My favorite song on Veteran is Baby I'm Bleeding, which was made into a single. It really is an old-school declaration of purpose, calling out all the fake ass rappers in the business. He's got amazing bars on it like: Got so many styles, they should call me Peggy A.J/When I hit the stage, niggas know its pay day/Tell your bitch, come here, like I work for Midway. Dude's in 2018 and plugs two different decades in three bars while still making his point. He's good. I Cannot Fucking Wait Until Morrisey Dies was another high point where he makes fun of self-important white artists, calling himself a "left wing Hades" in the process. Lots of rappers burn people on their records, but what jpegmafia burns people who deserve burning on Veteran.
I'm sure that if you've pressed play on either the link to Veteran posted above of the video here, you've noticed the Death Grips influence. There's way more than that to jpegmafia's music and it definitely claims it rap heritage instead of trying to break it into pieces like the nefarious noise rap trio has done, but they have an undeniable aesthetic and iconoclast lineage. jpegmafia is making dangerous and unpredictable gangsta rap, shunning the superficial lifestyle that is supposed to come with it.
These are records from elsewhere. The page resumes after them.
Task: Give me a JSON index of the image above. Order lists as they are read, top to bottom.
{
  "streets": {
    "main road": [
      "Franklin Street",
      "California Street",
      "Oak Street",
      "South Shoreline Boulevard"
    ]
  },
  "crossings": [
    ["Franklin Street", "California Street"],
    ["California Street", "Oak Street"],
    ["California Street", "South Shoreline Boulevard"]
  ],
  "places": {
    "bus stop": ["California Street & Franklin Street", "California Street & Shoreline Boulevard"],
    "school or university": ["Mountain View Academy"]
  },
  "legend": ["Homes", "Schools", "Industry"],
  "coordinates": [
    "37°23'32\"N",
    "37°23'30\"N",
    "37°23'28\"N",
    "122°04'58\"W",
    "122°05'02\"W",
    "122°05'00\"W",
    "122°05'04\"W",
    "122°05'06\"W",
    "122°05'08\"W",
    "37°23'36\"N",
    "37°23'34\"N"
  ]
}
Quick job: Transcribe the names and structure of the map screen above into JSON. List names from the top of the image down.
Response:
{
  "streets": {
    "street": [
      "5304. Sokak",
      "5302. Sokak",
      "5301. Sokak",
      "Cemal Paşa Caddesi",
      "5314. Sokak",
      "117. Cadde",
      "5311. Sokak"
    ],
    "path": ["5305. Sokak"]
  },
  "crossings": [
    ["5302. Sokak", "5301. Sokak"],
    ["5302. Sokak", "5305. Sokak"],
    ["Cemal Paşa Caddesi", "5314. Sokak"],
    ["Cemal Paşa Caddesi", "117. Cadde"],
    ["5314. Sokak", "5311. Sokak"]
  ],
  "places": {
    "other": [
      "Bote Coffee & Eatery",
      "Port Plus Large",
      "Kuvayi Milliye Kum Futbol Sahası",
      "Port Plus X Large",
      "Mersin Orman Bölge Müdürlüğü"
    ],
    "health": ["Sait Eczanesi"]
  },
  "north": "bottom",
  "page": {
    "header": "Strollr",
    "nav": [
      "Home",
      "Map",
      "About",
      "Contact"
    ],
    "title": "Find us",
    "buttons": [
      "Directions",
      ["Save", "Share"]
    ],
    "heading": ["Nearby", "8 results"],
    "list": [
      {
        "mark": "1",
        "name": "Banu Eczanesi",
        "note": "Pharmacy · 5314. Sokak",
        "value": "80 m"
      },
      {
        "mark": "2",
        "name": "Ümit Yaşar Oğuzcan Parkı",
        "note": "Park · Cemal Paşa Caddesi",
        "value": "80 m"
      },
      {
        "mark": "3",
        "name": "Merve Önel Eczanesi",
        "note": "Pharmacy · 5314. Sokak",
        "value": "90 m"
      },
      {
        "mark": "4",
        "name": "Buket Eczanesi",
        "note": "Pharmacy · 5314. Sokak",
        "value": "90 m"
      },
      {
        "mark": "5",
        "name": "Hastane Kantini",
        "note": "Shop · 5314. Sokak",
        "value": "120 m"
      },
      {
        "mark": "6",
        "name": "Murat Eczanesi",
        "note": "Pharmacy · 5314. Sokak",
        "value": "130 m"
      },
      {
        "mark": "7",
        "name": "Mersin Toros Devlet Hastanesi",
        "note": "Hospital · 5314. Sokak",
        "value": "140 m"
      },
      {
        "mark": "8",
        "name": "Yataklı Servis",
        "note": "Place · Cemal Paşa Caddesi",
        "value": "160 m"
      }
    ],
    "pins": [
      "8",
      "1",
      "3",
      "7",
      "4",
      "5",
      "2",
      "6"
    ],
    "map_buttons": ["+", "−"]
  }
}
Hip-hop, in general, has moved away from gangsta aesthetic over the last decade, but an album like Veteran reminds us that it's not because rappers are smarter and more creative than before that they don't feel angry and dispossessed.
Veteran is not a straightforwardly enjoyable listen, but it's one of the most creative and low-key sophisticated rap efforts I've heard in a while. It took me several listens to wrap my mind around what I was hearing, because there's such an overflowing power to this record and it goes in so many places at once, different things stand out each time. jpegmafia is a confrontational presence on the contemporary hip-hop scene and provides a fascinating alternative to the Kendrick Lamars and Travis Scotts of this world with his raw and in-your-face aesthetic. There are some important conversations left to be had in hip-hop and Peggy's making sure no one forgets that.